• Work to be completed: A complete answer lists every line of the entries below where the string "rows" appears.
Data records Block Start
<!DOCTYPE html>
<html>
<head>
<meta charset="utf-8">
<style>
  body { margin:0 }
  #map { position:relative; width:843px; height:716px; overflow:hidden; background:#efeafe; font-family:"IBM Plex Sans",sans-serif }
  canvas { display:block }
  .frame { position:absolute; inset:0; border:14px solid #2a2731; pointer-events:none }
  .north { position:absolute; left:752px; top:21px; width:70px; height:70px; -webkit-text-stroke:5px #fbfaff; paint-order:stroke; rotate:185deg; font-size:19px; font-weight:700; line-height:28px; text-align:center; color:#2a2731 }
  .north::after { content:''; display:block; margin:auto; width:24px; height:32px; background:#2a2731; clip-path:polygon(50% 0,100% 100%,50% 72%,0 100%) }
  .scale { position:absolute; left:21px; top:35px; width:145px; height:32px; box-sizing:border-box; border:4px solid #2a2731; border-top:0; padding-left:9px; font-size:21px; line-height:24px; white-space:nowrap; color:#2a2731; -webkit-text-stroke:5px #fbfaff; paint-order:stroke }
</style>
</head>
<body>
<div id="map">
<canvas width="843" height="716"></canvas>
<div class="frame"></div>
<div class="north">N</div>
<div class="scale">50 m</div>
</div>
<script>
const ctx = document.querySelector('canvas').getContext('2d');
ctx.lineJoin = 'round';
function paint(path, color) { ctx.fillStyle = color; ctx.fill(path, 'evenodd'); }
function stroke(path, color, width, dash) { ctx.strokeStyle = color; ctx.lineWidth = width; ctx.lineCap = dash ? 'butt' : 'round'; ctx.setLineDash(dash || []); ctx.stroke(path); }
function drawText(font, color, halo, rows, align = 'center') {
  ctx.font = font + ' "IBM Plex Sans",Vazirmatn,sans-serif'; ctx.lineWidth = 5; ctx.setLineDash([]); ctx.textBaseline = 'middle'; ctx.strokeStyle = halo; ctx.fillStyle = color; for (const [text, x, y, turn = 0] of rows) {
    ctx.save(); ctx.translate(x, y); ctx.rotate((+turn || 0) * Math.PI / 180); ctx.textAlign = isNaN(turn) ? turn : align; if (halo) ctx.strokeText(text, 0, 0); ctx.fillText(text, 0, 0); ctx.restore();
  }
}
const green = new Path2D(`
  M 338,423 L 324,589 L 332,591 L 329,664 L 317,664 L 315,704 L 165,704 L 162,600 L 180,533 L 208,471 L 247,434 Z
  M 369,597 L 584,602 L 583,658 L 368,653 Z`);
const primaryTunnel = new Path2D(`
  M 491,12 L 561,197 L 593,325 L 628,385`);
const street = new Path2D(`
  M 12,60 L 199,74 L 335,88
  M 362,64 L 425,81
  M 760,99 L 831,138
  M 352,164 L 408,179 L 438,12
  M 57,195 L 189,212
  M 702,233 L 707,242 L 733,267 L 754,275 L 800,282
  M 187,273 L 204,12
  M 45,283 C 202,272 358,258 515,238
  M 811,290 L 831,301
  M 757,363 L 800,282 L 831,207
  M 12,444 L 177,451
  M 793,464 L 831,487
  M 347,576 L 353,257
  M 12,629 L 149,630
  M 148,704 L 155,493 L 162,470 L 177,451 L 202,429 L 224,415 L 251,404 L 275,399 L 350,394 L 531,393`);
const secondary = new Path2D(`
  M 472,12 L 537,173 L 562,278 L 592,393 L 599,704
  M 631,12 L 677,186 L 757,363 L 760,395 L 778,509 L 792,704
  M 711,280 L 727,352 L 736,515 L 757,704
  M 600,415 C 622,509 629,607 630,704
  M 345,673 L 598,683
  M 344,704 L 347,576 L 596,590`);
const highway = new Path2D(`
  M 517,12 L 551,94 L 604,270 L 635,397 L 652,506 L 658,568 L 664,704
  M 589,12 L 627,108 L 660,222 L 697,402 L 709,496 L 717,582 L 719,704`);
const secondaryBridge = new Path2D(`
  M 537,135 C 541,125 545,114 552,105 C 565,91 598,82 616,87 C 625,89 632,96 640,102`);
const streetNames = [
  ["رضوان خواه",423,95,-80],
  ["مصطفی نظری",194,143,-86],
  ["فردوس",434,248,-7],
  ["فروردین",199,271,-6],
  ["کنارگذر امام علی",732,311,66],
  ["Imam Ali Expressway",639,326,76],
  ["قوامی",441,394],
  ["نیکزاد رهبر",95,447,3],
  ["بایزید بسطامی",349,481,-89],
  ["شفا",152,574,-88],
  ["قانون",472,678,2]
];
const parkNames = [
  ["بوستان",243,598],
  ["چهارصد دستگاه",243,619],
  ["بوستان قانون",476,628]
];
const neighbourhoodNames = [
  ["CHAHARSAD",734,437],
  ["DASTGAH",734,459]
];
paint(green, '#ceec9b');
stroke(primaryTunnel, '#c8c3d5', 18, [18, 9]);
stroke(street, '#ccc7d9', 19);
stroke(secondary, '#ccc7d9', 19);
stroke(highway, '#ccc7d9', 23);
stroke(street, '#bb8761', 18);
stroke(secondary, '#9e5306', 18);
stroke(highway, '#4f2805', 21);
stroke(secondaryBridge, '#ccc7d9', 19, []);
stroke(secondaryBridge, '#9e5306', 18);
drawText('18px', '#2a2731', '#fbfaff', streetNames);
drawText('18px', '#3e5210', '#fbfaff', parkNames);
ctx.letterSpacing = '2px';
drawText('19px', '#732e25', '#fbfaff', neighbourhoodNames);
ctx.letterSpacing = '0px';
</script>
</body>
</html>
Data records Block End
• Answer box:
function drawText(font, color, halo, rows, align = 'center') {
  ctx.font = font + ' "IBM Plex Sans",Vazirmatn,sans-serif'; ctx.lineWidth = 5; ctx.setLineDash([]); ctx.textBaseline = 'middle'; ctx.strokeStyle = halo; ctx.fillStyle = color; for (const [text, x, y, turn = 0] of rows) {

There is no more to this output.